El primer plano de la película es una invitación: filma la puerta que franquea el jardín de la casa de nuestras protagonistas; una vez cruzada, nunca volverá a salir de ése ámbito, pues el hogar de Marina (gran debut de María Canale), Sofía (Martina Juncadella) y Violeta (Ailín Salas) es un personaje imprescindible para la propuesta de Mumenthaler. La directora filma los espacios y los objetos que animan esa vivienda como una materialización de las ausencias que sufren estas hermanas, cuyos procesos internos se definirán por la forma en que se relacionen con ese pasado común. Sucede que unos meses atrás ha muerto su abuela, que presumiblemente ha sido la responsable de su crianza porque sus padres se han ido hace tiempo. Hay un nuevo orden que construir en el hogar, y todas las hermanas viven un momento central en sus vidas (tienen entre 17 y 24 años), porque deben comenzar también a definir su futuro. Cada una reaccionará a su modo, no sin recelos ni fuertes disputas: hay quien se irá de casa con un amor secreto, otra intentará destruir todo lazo con ese pasado, la tercera querrá mantener precariamente un orden perdido.

La delicadeza formal de Mumenthaler es inmensa, aunque se mantiene siempre en segundo plano: su puesta de cámara (con planos medios y planos detalle cuidados al extremo, con gran uso de la profundidad de campo) permite al espectador habitar un universo complejo, donde de algún modo los propios protagonistas son extraños.

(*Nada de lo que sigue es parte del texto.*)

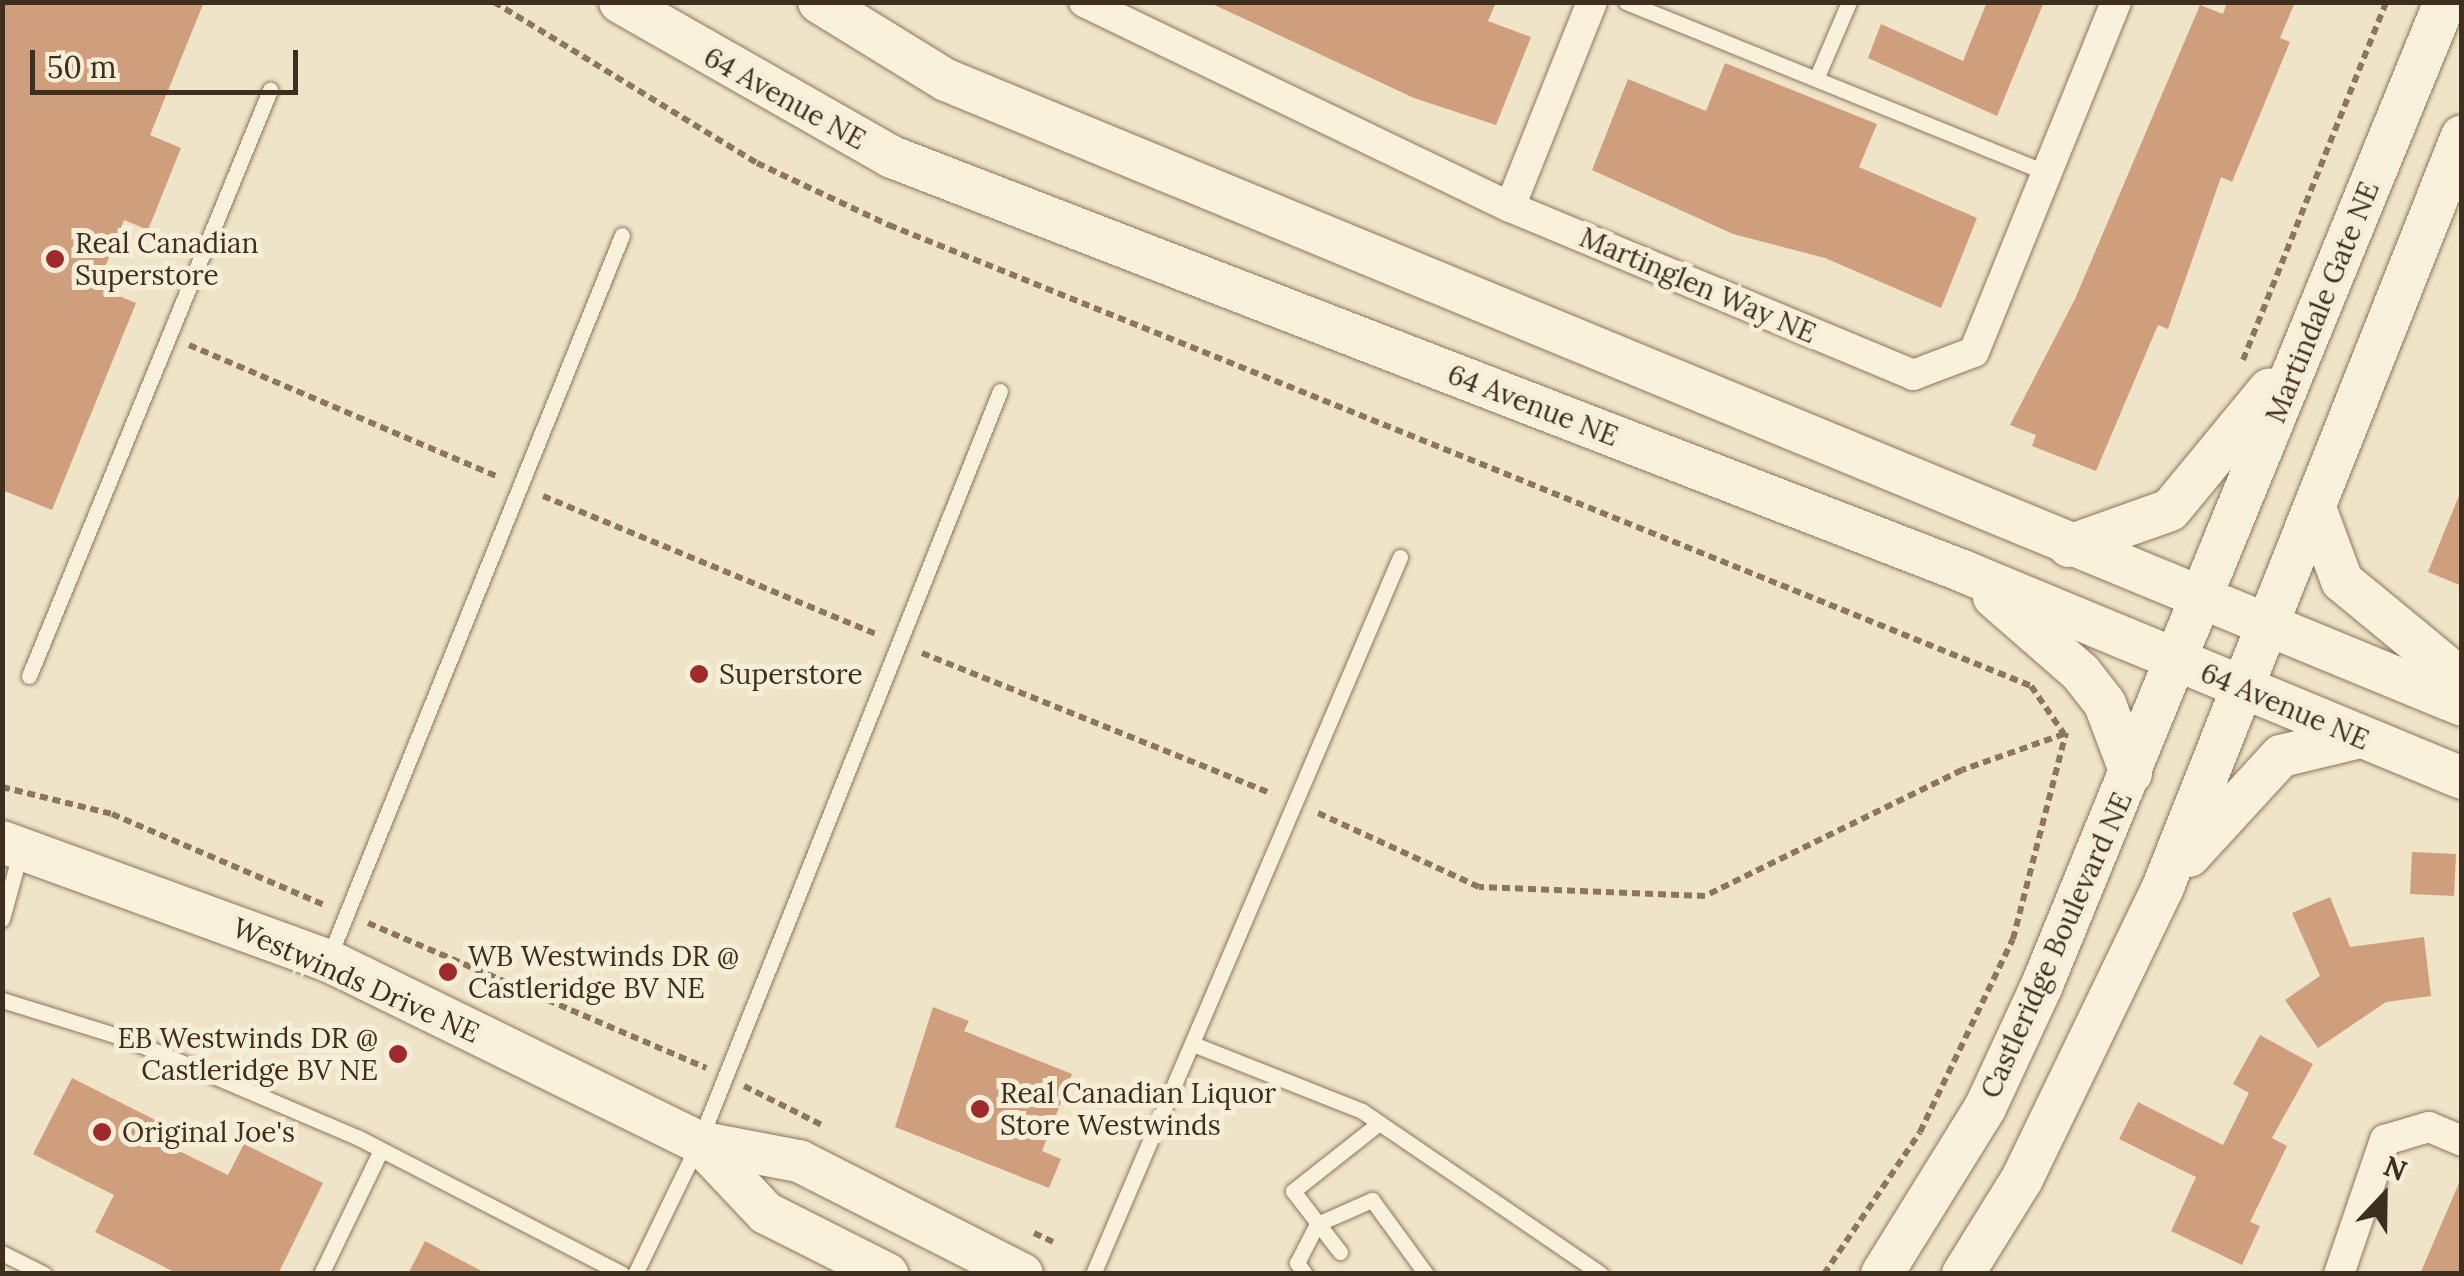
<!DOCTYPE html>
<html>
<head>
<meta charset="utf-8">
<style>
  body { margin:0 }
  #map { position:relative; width:2464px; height:1276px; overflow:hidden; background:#f0e4c8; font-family:Lora,serif }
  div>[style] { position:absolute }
  .building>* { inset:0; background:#cf9f7d }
  .path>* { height:6px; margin-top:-3px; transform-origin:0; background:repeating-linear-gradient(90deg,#8d765c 0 8px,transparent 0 13px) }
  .roads { filter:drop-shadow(0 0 2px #8d765c) drop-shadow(0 0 2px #8d765c) }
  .lane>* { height:15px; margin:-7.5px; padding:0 7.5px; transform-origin:7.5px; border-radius:7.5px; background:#faf1dc }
  .street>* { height:30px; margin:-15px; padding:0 15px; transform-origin:15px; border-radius:15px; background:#faf1dc }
  .secondary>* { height:42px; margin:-21px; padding:0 21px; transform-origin:21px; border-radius:21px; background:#faf1dc }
  .dots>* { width:28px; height:28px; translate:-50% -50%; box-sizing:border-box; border:5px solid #f7eed8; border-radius:50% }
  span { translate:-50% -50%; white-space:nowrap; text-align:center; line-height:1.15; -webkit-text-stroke:10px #f7eed8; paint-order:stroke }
  .street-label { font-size:28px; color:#3d2e20 }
  .poi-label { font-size:28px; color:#3d2e20 }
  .left { translate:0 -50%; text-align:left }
  .right { translate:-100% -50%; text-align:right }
  .frame { position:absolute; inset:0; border:5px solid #3d2e20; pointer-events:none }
  .north { position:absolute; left:2334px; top:1146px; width:100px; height:100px; -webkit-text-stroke:8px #f7eed8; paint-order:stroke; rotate:22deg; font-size:28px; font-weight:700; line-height:40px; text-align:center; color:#3d2e20 }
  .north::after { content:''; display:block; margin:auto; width:35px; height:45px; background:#3d2e20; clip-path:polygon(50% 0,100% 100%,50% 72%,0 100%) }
  .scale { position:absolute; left:30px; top:50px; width:268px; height:45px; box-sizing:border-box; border:5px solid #3d2e20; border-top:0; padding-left:12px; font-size:30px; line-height:35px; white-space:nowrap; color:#3d2e20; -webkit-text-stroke:8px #f7eed8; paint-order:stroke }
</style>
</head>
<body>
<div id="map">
  <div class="building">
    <div style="clip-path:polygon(2px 2px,204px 2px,150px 135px,181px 148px,148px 230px,124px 220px,97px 287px,136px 303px,52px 510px,2px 490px)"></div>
    <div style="clip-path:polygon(1208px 2px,1496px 2px,1488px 21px,1531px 37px,1496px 125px,1414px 98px)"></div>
    <div style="clip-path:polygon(1987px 2px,2044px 2px,1997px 116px,1868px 58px,1881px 24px,1963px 61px)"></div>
    <div style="clip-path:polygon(2227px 2px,2295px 2px,2280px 38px,2290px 42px,2232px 182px,2221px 177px,2168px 329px,2158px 325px,2096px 471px,2032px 446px,2036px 435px,2010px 425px,2075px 299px,2200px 5px,2223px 14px)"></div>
    <div style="clip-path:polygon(1725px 63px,1877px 124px,1859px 167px,1977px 218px,1941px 308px,1825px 258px,1733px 234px,1592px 170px,1628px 79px,1706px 111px)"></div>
    <div style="clip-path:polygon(2460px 493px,2462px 493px,2462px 586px,2428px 572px)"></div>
    <div style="clip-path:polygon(2412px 852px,2456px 854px,2454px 896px,2410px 894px)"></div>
    <div style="clip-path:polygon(2330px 897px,2350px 947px,2424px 937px,2431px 996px,2386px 1002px,2318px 1048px,2285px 1000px,2320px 976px,2292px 913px)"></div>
    <div style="clip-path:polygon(933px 1007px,969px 1021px,964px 1031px,1072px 1074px,1042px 1151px,1061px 1159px,1049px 1188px,895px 1127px)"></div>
    <div style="clip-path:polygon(2260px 1035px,2313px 1064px,2272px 1138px,2287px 1146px,2250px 1222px,2260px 1226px,2242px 1265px,2171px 1231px,2196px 1177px,2119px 1139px,2138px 1102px,2223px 1145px,2249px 1093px,2233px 1084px)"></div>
    <div style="clip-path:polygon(72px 1078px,175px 1130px,167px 1145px,228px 1175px,244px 1144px,323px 1183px,278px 1274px,178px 1274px,95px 1232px,114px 1195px,33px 1154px)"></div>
    <div style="clip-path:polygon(2462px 1176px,2462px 1274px,2420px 1274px)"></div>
    <div style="clip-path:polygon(425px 1241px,487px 1274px,408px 1274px)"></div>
  </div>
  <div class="path">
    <div style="left:494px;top:2px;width:308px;rotate:31.5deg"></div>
    <div style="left:757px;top:163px;width:146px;rotate:25.2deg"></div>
    <div style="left:889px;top:225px;width:1232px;rotate:21.98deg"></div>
    <div style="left:2031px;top:686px;width:58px;rotate:55.5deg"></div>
    <div style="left:2064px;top:734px;width:108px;rotate:160.6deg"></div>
    <div style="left:1962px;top:770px;width:286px;rotate:153.9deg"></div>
    <div style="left:1705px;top:896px;width:226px;rotate:-177.7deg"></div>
    <div style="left:1479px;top:887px;width:179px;rotate:-155.3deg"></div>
    <div style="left:189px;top:345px;width:337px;rotate:23.1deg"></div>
    <div style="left:2243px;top:360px;width:386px;rotate:-68.2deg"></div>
    <div style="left:543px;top:496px;width:363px;rotate:22.5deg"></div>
    <div style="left:922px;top:653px;width:377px;rotate:21.9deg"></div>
    <div style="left:2px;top:787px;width:113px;rotate:13.8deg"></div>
    <div style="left:112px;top:814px;width:231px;rotate:23.2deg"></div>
    <div style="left:368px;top:923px;width:368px;rotate:23.2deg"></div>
    <div style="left:744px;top:1086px;width:87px;rotate:26.6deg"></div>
    <div style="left:1034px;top:1233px;width:21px;rotate:25deg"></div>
    <div style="left:1824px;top:1274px;width:171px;rotate:-55.9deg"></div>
    <div style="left:1920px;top:1132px;width:214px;rotate:-64.3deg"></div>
    <div style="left:2013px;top:939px;width:213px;rotate:-75.6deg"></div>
  </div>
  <div class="roads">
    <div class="lane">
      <div style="left:1626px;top:2px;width:454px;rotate:22.1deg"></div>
      <div style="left:1816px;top:79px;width:84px;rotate:-66.8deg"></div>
      <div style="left:29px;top:676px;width:634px;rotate:-67.64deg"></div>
      <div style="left:2px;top:919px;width:72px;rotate:-74.6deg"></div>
      <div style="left:329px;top:957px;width:779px;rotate:-67.91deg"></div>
      <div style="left:2px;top:1000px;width:131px;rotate:17.3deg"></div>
      <div style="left:127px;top:1039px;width:250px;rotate:23.1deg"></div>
      <div style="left:357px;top:1137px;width:298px;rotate:27.3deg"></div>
      <div style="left:1198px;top:1046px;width:176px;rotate:21.6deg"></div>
      <div style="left:1362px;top:1111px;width:289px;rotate:34.3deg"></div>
      <div style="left:1340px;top:1252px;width:77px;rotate:-127.6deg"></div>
      <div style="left:1293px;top:1191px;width:110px;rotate:-38.3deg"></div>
      <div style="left:2px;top:1253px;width:47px;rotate:26.6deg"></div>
      <div style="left:321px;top:1274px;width:138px;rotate:-64.2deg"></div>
      <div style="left:635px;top:1274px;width:147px;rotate:-64.1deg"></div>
      <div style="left:699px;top:1142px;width:809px;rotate:-68.16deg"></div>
      <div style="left:1093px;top:1274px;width:780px;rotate:-66.82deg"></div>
      <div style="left:1305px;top:1274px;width:14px;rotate:-126deg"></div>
      <div style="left:1297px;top:1263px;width:44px;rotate:-62.9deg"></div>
      <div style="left:1317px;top:1224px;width:60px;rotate:-23.6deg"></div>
      <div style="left:1372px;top:1200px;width:92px;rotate:53.9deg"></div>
    </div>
    <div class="street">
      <div style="left:1084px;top:2px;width:473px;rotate:25.7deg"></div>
      <div style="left:1510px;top:207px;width:437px;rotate:22.6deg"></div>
      <div style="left:1913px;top:375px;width:65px;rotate:-20.7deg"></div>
      <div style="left:1974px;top:352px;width:378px;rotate:-67.9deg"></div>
      <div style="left:1510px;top:207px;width:221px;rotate:-68.2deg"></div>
      <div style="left:2339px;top:1274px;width:142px;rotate:-71.1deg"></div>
      <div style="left:2385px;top:1140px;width:46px;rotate:-16.5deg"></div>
      <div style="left:2429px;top:1127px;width:36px;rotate:23deg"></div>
    </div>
    <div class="secondary">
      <div style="left:620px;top:2px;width:313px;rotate:29.7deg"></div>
      <div style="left:892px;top:157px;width:1150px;rotate:21.14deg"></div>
      <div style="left:1965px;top:572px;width:538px;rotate:22.51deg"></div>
      <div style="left:819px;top:2px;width:149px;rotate:31.6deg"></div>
      <div style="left:946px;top:80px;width:1640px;rotate:22.4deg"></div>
      <div style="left:2315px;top:508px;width:78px;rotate:69.7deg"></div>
      <div style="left:2342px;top:581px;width:156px;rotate:39.5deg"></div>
      <div style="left:2069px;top:546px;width:107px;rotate:-19.6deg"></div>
      <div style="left:2170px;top:510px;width:156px;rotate:-50.5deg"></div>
      <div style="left:1994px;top:597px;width:116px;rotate:41.1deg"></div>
      <div style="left:2081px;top:673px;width:39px;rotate:52deg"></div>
      <div style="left:2105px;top:704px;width:74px;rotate:69.4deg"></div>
      <div style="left:2px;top:842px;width:346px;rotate:20deg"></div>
      <div style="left:327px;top:960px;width:414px;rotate:26.1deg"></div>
      <div style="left:699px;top:1142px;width:102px;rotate:10.8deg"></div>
      <div style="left:799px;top:1161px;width:250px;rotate:26.9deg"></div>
      <div style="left:2189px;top:856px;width:136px;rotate:-47.4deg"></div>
      <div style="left:2281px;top:756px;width:81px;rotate:-13.5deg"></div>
      <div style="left:699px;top:1142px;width:98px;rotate:46.7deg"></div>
      <div style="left:766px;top:1213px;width:136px;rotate:26.8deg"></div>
      <div style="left:1882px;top:1274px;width:195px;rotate:-58.2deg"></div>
      <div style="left:1985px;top:1108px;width:136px;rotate:-65.1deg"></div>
      <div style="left:2042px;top:985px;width:1062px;rotate:-67.71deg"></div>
      <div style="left:1963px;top:1274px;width:112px;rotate:-58.2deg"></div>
      <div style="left:2022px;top:1179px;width:324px;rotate:-64.2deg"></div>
      <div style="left:2163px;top:887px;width:808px;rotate:-68.29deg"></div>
    </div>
  </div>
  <div class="dots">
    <div style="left:55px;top:259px;background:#9e2a2b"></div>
    <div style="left:699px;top:674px;background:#9e2a2b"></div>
    <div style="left:448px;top:972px;background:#9e2a2b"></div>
    <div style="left:398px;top:1054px;background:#9e2a2b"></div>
    <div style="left:980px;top:1109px;background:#9e2a2b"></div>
    <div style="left:102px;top:1132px;background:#9e2a2b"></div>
  </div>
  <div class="street-label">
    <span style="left:785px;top:98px;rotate:29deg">64 Avenue NE</span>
    <span style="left:1698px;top:285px;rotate:23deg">Martinglen Way NE</span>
    <span style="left:2322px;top:302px;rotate:-68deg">Martindale Gate NE</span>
    <span style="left:1533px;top:405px;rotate:21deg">64 Avenue NE</span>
    <span style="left:2285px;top:706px;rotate:23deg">64 Avenue NE</span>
    <span style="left:2056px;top:945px;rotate:-66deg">Castleridge Boulevard NE</span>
    <span style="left:356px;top:980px;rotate:24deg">Westwinds Drive NE</span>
  </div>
  <div class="poi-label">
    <span class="left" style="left:75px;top:259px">Real Canadian<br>Superstore</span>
    <span class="left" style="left:719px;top:674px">Superstore</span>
    <span class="left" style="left:468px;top:972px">WB Westwinds DR @<br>Castleridge BV NE</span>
    <span class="right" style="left:378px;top:1054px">EB Westwinds DR @<br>Castleridge BV NE</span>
    <span class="left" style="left:1000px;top:1109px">Real Canadian Liquor<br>Store Westwinds</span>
    <span class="left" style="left:122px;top:1132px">Original Joe's</span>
  </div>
  <div class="frame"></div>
  <div class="north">N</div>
  <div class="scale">50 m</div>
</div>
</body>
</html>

De allí que evite salir del hogar y apueste sin concesiones al fuera de campo: el desafío consiste en atrapar un momento de la vida donde todo se ha vuelto incierto, una especie de limbo donde los hombres se asoman a su verdadera condición existencial, la posibilidad del vacío (o la nada sartreana). Lo significativo es que lo haga sin ningún salvavidas: no hay trucos ni guiños al espectador, no hay vueltas de tuerca inesperadas, apenas la posibilidad de asomarnos a una cotidianeidad en crisis donde sus protagonistas deben construir una nueva intimidad, y donde la cámara funciona como un espectro que tiene el privilegio de asomarse a un momento determinado de esas vidas. Una vez que las protagonistas hayan podido abrirse a sí mismas y al resto, empezarán a encontrar algunas respuestas.